Bu tarafta bir projeleri olduğunu da vurgulayan Prof. Dr. Tükek, kelamlarını şöyle noktaladı:
“İmmün sistem çok karmaşık, çok farklı yolaklar var. Bizim gösterdiğimiz bunlardan yalnızca bir tanesi. Hastalığın farklı seyretmesine neden olan özelliklerden bir tanesi bu olabilir lakin bunun dışında da farklı genetik modellemeler olabilir.
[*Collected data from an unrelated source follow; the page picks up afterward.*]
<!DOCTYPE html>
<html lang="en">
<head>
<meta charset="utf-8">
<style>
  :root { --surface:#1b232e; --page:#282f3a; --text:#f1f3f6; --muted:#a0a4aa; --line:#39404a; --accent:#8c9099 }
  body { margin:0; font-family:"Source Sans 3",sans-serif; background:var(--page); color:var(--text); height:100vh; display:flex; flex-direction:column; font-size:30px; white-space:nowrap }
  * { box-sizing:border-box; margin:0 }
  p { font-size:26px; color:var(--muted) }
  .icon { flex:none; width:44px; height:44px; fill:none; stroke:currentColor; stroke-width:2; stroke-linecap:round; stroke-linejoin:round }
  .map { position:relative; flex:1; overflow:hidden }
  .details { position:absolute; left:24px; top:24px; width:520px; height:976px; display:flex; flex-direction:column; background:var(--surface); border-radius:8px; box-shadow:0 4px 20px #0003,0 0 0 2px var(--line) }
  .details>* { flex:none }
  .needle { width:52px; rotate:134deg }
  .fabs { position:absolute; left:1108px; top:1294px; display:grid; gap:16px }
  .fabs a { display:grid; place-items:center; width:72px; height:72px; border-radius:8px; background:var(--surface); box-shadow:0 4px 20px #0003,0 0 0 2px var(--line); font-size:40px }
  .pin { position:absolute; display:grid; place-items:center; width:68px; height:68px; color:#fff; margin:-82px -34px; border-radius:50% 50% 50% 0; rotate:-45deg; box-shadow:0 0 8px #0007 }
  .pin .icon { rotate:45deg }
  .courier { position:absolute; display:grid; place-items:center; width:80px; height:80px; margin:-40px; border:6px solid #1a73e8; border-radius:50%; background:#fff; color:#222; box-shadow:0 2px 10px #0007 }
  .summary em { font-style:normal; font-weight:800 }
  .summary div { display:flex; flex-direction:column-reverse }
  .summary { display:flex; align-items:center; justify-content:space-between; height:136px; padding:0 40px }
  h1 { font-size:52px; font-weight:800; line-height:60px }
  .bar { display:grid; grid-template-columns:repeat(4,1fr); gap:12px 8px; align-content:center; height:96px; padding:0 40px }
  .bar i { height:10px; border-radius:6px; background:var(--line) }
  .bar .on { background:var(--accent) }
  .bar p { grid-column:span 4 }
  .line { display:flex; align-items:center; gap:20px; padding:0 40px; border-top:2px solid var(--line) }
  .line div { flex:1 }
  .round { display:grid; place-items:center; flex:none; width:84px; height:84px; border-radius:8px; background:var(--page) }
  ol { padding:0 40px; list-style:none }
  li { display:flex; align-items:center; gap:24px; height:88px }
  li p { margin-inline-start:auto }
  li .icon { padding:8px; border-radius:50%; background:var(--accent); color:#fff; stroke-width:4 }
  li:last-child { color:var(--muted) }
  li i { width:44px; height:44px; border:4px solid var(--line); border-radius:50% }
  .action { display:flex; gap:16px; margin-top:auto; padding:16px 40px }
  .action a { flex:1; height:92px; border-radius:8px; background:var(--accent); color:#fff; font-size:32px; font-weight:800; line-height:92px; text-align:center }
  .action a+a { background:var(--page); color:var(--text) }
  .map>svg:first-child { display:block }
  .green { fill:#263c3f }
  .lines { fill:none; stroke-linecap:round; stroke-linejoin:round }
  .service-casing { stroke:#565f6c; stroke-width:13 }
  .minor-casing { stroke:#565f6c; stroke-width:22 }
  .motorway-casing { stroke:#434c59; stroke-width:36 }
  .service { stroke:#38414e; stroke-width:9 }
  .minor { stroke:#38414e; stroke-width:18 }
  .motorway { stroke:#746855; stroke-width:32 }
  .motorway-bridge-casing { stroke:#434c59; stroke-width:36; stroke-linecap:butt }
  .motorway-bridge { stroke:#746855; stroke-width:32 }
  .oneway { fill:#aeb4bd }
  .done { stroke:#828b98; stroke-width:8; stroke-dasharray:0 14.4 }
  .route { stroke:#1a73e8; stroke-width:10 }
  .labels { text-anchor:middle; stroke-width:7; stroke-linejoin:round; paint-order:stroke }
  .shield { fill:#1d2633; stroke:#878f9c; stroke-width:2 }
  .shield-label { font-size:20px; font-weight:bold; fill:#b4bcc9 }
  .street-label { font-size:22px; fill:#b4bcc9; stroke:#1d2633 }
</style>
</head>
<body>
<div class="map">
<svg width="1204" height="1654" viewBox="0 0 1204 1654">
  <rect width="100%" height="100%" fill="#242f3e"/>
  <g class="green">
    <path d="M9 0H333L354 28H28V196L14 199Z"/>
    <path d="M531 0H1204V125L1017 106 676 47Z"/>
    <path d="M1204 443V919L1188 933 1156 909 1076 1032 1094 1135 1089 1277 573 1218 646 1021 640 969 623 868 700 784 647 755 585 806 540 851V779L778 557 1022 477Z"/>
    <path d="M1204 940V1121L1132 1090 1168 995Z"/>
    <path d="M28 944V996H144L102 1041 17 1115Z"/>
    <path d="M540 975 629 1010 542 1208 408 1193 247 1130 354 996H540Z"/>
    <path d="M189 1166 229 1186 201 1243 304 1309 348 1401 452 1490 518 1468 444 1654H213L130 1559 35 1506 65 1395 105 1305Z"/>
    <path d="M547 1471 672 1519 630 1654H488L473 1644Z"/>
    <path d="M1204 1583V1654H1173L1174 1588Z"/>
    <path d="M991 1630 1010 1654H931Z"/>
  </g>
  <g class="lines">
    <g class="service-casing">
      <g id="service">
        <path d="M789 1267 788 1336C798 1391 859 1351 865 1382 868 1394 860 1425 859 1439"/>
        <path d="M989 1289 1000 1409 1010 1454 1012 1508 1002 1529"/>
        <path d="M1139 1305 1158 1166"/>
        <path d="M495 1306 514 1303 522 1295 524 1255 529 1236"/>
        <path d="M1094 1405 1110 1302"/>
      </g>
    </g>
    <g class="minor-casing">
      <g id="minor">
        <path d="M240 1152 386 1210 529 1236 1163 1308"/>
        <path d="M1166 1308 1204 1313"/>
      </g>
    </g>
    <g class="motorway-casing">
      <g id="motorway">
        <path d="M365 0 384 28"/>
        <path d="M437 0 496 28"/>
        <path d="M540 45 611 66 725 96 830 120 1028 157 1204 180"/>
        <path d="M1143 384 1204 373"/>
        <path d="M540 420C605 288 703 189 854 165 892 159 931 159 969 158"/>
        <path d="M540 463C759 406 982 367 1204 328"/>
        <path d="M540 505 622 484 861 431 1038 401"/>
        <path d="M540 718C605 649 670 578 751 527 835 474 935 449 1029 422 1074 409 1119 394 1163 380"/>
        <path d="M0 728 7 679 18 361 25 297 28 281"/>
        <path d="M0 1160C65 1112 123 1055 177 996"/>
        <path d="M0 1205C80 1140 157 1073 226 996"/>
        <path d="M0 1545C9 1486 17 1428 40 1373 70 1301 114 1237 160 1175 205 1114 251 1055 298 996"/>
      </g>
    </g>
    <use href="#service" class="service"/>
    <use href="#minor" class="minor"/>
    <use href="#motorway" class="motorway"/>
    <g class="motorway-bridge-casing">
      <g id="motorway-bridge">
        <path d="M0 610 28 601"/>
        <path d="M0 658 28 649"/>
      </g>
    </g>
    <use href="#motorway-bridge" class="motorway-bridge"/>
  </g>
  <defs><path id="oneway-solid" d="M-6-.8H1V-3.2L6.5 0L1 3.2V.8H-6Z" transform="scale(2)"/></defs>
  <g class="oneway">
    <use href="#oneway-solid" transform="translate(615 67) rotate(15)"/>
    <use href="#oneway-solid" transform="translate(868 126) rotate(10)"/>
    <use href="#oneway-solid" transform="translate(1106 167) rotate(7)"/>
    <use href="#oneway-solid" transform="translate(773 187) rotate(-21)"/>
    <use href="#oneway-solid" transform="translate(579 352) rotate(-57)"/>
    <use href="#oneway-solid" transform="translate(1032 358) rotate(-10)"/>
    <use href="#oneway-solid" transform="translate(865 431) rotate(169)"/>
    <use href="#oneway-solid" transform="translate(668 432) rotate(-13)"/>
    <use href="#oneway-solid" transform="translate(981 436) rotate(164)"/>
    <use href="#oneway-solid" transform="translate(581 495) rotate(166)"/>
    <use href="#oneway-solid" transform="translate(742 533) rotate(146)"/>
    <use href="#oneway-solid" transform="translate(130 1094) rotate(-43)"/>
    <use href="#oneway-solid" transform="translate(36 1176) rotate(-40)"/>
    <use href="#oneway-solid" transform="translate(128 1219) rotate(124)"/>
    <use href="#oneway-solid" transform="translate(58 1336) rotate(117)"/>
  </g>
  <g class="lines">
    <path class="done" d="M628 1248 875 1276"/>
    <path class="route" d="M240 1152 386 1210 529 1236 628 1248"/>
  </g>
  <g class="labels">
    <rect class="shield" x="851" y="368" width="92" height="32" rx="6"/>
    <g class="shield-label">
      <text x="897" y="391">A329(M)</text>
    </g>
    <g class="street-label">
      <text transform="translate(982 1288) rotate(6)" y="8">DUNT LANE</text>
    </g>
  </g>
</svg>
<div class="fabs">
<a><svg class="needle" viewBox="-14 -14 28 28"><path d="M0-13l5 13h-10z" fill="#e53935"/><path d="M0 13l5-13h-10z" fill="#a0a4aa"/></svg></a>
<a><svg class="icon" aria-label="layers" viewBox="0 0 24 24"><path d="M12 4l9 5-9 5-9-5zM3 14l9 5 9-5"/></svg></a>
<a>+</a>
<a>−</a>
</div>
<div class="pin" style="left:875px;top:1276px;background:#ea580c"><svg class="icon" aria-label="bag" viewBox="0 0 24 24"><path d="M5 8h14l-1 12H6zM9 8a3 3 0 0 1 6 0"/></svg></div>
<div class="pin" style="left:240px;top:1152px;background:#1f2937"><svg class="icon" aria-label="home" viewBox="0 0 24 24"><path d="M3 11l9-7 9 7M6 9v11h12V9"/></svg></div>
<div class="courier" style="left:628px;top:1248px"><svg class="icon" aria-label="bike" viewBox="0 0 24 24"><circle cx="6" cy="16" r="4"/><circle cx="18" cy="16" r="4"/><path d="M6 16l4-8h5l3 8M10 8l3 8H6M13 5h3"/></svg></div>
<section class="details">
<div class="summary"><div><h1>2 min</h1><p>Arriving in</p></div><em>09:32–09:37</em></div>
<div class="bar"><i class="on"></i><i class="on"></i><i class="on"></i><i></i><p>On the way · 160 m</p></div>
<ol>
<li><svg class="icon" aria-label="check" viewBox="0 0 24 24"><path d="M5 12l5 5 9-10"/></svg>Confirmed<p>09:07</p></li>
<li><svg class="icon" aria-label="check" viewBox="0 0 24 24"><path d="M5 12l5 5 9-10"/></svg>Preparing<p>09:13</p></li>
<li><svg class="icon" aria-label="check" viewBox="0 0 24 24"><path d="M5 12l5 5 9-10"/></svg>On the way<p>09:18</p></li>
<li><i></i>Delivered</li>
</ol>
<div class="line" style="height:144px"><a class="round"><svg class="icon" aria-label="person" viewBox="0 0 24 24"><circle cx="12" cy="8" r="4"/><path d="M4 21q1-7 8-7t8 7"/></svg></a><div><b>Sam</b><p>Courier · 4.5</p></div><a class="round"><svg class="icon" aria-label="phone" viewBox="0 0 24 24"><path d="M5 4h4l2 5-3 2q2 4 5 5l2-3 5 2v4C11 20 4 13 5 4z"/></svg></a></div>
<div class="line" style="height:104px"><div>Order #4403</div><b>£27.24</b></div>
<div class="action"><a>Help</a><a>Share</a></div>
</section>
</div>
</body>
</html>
Lakin şu anda bizim tespit ettiğimiz bu genetik durumla ilgili bir aileyi tarayarak bunun örneklemesini de yapmış olduk.
Şayet Covid’de salgın süreci uzarsa. dalgalar hala art geriye seyrederse, Covid’den kaybedilmiş ya da hastalığı ağır geçirmiş şahısların aileleri taranabilir ve mannoz bağlayan lektin yolaiında defekti olan şahıslara sentetik olarak (rekombinant olarak) üretilmiş bu proteinler dışarıdan verilebilir. Böylelikle bu şahısların de hastalığı ağır geçirme ihtimalleri azaltılabilir. Kas içi, damar içi ya da mide asidinden korunmak sureiyle tablet formunda da üretilebilir bu protein. Bunlar alışılmış ki daha sonraki basamaklar. Öncelikle bunun işe yarayıp yaramadığının tam olarak gösterilmesi gerekiyor. Sonra da ilaç haline getirilerek insanlara uygulaması kelam konusu olabilir.”